Last year 55,000 of its members made USD $12.7 million through online fan interaction, and Bandzoogle continues to contribute features and advice on how to grow those relationships.
For working indie musicians, an organized and eye-catching EPK is a vital promo tool, to get reviews and interviews, promote a new album or track, or book shows and livestreams.
EPK’s include everything media, venues and booking agents need, all on one page.
This includes a bio, promo photos, career highlights, press reviews, awards, and music samples.
“It’s such an integral tool for musicians wanting to move their careers forward,” Bandzoogle CEO Stacey Bedford said, noting such kits can be particularly important for indie artists.

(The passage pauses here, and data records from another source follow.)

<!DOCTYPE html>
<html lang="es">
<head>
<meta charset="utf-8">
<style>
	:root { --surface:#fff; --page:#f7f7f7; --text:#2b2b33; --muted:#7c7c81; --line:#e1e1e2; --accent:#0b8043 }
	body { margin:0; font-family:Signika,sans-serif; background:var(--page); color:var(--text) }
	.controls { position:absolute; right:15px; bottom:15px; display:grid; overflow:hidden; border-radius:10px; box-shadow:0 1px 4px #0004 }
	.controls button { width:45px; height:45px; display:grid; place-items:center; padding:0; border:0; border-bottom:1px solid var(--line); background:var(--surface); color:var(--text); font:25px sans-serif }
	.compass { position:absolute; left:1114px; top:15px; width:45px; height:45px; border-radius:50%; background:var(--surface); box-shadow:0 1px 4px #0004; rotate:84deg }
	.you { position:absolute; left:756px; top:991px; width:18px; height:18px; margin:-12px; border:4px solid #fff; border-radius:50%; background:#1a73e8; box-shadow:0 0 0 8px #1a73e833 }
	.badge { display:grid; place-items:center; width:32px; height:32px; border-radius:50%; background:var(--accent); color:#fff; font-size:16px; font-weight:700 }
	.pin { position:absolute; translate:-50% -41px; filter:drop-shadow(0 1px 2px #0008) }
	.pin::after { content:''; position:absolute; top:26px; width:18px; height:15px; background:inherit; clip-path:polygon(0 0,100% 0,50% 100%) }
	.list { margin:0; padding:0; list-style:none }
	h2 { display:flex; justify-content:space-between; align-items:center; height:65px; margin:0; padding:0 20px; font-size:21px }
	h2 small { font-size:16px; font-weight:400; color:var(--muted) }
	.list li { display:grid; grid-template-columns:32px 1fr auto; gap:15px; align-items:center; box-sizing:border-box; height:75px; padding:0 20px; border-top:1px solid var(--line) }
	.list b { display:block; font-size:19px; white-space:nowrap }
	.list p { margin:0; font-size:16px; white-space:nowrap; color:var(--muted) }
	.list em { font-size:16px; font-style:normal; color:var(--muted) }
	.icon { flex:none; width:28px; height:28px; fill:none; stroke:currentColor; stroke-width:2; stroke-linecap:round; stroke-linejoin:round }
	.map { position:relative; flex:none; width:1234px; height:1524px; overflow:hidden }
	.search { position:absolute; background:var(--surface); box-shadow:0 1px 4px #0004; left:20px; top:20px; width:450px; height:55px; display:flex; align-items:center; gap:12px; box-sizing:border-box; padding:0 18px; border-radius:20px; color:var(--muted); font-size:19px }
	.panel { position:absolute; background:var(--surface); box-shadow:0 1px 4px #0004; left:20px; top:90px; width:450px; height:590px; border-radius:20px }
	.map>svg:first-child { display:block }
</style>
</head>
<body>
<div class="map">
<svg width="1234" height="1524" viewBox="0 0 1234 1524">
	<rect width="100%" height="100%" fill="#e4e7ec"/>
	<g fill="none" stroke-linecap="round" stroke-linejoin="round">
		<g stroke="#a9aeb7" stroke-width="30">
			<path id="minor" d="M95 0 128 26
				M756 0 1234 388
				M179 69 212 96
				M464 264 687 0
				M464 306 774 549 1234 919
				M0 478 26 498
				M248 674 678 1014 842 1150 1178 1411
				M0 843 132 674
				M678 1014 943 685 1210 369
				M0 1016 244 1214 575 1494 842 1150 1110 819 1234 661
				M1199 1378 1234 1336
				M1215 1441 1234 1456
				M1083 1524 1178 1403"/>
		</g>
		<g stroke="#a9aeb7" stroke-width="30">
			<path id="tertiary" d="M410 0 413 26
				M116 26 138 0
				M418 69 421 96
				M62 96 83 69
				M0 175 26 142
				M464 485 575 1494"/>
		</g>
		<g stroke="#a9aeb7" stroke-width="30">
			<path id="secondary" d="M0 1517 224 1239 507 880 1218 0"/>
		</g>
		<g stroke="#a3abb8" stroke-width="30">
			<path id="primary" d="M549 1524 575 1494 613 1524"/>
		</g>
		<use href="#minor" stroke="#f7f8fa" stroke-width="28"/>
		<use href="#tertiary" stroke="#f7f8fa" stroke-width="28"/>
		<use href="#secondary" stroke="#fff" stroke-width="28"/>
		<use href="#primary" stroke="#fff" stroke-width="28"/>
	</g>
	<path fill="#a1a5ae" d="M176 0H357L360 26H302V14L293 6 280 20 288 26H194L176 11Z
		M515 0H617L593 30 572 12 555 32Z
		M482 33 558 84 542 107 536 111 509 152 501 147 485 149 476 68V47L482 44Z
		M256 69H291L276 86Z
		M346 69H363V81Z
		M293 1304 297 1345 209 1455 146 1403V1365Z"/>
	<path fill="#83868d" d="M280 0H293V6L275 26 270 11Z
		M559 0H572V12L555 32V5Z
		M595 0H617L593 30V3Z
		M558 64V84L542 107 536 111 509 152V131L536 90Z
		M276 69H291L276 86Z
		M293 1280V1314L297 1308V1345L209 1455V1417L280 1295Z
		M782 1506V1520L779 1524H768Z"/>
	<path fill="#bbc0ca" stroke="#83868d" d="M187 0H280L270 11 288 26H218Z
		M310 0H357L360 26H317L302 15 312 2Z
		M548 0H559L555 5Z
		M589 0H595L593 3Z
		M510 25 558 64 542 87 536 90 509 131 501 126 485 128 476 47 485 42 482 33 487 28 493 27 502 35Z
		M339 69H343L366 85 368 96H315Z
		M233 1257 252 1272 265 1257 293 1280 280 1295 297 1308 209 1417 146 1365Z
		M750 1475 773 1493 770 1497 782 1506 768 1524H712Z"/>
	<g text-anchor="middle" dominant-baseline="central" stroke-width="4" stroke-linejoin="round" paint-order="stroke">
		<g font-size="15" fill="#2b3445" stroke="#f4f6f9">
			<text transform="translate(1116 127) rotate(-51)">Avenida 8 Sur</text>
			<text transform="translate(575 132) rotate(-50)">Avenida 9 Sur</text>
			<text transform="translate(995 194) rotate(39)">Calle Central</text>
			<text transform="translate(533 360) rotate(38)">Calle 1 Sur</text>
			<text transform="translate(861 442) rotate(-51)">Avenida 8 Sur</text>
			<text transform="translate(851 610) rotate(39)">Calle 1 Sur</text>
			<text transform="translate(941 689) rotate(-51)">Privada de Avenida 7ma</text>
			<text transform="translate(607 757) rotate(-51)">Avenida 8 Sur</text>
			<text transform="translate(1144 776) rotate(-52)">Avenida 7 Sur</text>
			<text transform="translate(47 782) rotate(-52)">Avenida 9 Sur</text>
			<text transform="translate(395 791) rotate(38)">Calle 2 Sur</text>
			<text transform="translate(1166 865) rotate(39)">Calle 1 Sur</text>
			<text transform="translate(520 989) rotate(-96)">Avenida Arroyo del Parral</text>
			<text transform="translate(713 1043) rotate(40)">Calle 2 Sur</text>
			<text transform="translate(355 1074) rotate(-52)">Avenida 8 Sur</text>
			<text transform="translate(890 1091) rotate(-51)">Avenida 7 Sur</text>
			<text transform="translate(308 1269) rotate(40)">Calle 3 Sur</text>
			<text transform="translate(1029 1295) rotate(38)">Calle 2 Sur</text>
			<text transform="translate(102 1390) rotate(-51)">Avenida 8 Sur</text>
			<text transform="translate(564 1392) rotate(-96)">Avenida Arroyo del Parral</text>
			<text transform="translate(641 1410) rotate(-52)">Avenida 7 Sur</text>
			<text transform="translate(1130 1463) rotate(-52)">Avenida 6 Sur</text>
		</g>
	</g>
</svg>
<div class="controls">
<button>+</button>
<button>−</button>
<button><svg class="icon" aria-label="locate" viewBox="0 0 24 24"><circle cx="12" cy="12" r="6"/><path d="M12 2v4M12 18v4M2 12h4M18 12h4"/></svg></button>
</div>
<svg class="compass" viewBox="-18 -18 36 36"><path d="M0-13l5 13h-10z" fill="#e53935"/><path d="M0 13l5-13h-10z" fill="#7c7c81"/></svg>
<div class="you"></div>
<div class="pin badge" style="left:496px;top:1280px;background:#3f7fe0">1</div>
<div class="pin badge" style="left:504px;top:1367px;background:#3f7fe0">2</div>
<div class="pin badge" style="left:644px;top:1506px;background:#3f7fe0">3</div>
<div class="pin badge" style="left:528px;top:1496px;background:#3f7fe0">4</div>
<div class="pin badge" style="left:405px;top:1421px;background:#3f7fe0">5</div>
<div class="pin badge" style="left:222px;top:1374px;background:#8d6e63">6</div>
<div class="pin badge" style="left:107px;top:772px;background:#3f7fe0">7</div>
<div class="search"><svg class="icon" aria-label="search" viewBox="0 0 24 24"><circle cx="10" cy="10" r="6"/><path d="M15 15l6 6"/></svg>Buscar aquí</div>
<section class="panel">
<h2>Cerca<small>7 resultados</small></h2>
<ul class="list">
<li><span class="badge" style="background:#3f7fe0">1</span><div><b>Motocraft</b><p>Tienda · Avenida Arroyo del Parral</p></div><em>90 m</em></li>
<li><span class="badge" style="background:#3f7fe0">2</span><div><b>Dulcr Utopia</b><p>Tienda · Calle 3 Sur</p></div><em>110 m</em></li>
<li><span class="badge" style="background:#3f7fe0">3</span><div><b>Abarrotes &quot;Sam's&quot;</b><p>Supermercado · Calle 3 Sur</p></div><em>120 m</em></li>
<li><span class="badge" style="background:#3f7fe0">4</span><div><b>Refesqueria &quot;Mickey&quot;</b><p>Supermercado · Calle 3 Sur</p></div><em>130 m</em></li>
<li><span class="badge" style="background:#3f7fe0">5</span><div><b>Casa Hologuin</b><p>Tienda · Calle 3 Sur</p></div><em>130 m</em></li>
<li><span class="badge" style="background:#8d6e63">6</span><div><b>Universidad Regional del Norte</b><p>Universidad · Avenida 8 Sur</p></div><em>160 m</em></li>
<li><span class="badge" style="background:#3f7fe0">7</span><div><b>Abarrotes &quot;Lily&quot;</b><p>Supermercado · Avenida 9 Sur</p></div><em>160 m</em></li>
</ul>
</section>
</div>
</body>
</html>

“EPKs should live on your website,” Bedford said, “and should be updated as your career evolves.”
Bandzoogle’s new options to its built-in EPK feature include downloadable and printable versions, and four new EPK templates.
These templates include features filled in with a musician’s content and media. From there, the EPKs can be exported as a downloadable file to email or print.
Bandzoogle data shows 48.5 million visitors from 200 countries to websites it powers.